== Task prompt ==
Go line by line through the data below and work out how many lines contain "align"; the answer is that number alone.

#####

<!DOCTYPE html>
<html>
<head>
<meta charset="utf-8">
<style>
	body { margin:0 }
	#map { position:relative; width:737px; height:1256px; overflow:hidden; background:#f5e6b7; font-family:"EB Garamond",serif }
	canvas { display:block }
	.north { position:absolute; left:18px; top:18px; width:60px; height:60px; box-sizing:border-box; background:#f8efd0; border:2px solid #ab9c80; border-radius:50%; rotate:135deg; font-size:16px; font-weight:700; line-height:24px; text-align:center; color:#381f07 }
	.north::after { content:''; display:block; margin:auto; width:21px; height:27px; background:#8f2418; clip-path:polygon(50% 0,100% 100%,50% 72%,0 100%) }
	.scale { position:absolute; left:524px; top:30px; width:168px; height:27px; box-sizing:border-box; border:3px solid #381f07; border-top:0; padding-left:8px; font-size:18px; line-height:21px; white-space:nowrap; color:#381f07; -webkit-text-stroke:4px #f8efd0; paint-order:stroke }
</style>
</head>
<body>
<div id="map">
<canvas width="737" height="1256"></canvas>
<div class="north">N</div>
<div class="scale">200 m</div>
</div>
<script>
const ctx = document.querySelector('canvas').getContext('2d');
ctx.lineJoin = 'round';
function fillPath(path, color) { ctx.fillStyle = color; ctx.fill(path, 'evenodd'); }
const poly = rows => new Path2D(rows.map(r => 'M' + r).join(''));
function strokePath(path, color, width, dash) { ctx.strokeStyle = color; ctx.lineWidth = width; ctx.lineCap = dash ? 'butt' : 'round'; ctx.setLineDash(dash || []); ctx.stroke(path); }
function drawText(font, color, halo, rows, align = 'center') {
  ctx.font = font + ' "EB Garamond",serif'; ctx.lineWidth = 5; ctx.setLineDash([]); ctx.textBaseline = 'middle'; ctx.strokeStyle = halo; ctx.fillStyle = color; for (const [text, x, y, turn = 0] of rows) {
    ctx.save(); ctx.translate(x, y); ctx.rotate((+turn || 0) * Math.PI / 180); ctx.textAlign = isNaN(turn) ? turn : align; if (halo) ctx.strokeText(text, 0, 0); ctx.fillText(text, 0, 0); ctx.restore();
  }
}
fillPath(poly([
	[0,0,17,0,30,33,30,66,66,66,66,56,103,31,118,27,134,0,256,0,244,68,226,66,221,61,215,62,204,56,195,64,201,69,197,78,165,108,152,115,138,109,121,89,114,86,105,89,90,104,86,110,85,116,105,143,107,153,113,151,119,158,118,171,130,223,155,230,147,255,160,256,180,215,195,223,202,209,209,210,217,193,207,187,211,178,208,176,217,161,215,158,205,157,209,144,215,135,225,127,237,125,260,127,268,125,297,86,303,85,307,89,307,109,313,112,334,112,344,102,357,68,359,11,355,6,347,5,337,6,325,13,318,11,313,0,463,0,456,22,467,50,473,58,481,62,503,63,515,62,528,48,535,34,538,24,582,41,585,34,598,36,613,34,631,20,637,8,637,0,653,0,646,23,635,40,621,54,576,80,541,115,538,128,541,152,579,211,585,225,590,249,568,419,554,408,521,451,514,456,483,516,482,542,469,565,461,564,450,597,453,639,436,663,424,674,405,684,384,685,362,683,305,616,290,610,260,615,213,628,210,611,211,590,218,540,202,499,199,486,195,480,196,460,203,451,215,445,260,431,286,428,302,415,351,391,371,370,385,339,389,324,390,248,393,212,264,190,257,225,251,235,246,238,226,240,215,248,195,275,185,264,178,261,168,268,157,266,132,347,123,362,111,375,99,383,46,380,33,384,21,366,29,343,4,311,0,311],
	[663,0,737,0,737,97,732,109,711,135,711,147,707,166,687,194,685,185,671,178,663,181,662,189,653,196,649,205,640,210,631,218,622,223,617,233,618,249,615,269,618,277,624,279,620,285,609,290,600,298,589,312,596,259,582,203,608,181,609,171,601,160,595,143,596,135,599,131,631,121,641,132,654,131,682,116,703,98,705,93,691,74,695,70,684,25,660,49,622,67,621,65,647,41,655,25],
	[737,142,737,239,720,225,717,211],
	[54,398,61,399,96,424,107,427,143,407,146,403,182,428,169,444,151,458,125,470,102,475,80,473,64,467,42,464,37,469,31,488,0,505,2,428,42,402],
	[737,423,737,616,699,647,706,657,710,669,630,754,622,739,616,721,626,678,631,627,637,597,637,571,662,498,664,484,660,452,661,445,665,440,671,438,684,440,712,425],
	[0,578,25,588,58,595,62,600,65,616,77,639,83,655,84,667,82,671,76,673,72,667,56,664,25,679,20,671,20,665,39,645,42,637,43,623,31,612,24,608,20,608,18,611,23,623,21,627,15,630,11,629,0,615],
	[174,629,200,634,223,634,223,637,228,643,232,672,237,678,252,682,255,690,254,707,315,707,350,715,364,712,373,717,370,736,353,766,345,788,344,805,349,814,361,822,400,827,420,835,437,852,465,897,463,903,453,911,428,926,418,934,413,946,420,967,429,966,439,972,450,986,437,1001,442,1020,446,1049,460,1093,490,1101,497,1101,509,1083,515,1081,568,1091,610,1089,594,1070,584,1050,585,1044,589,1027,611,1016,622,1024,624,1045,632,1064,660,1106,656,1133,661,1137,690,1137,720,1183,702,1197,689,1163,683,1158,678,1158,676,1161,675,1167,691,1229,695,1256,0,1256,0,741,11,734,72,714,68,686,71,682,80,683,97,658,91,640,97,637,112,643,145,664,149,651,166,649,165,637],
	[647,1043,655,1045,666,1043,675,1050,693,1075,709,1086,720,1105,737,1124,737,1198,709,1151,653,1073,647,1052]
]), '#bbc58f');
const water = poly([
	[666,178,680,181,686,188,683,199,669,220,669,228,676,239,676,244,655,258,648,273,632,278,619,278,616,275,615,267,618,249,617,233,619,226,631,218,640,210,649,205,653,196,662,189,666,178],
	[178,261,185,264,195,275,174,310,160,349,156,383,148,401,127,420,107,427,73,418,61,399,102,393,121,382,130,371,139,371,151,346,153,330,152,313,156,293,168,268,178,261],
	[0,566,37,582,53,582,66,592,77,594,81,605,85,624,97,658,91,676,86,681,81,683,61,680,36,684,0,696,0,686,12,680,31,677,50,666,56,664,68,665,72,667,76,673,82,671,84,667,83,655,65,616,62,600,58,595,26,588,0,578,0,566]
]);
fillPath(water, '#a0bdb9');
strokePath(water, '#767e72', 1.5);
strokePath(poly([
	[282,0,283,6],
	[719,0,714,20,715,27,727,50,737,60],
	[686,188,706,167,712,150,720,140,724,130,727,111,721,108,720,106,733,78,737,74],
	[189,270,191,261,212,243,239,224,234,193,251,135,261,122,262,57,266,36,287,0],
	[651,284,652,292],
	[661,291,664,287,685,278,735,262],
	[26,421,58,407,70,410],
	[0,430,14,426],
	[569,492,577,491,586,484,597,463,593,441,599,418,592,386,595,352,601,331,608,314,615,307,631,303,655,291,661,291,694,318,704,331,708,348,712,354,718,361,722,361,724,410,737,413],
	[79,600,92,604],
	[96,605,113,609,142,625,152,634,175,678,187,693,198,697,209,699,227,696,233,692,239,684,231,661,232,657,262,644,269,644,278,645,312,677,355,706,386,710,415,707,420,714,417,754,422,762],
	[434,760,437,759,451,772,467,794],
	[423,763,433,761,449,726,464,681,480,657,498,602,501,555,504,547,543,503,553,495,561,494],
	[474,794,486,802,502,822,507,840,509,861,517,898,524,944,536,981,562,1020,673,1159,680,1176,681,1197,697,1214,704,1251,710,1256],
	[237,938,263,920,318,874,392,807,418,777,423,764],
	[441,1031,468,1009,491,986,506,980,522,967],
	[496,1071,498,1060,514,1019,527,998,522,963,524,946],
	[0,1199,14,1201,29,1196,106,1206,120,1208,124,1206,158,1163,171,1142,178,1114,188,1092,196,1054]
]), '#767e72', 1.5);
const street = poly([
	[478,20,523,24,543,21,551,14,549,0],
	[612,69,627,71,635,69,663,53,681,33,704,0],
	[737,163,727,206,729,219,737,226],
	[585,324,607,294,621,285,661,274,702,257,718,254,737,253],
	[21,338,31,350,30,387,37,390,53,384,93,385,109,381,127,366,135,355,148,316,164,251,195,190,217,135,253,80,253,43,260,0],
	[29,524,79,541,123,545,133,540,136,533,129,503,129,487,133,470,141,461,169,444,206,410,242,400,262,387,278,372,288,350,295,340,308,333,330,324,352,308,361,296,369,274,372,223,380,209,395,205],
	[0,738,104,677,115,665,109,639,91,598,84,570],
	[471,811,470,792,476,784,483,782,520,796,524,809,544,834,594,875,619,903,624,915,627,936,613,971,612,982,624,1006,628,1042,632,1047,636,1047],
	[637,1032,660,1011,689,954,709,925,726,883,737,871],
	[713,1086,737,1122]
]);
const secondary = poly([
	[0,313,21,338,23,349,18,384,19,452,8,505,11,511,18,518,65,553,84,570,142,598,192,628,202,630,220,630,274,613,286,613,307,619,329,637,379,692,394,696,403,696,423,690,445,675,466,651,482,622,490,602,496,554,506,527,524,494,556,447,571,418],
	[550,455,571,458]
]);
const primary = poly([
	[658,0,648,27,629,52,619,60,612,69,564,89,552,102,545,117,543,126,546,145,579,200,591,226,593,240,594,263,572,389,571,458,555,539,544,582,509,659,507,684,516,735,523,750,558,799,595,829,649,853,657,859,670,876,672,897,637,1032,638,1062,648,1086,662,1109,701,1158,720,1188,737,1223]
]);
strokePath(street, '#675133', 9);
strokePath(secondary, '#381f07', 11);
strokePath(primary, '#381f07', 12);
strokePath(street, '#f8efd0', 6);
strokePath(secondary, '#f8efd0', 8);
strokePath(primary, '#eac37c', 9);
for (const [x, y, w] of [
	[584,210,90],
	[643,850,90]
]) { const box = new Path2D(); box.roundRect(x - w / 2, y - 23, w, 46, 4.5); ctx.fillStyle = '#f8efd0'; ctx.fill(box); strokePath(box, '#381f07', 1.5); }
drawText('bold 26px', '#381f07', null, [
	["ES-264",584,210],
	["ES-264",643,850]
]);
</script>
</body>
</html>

#####

== Completed exercise ==
3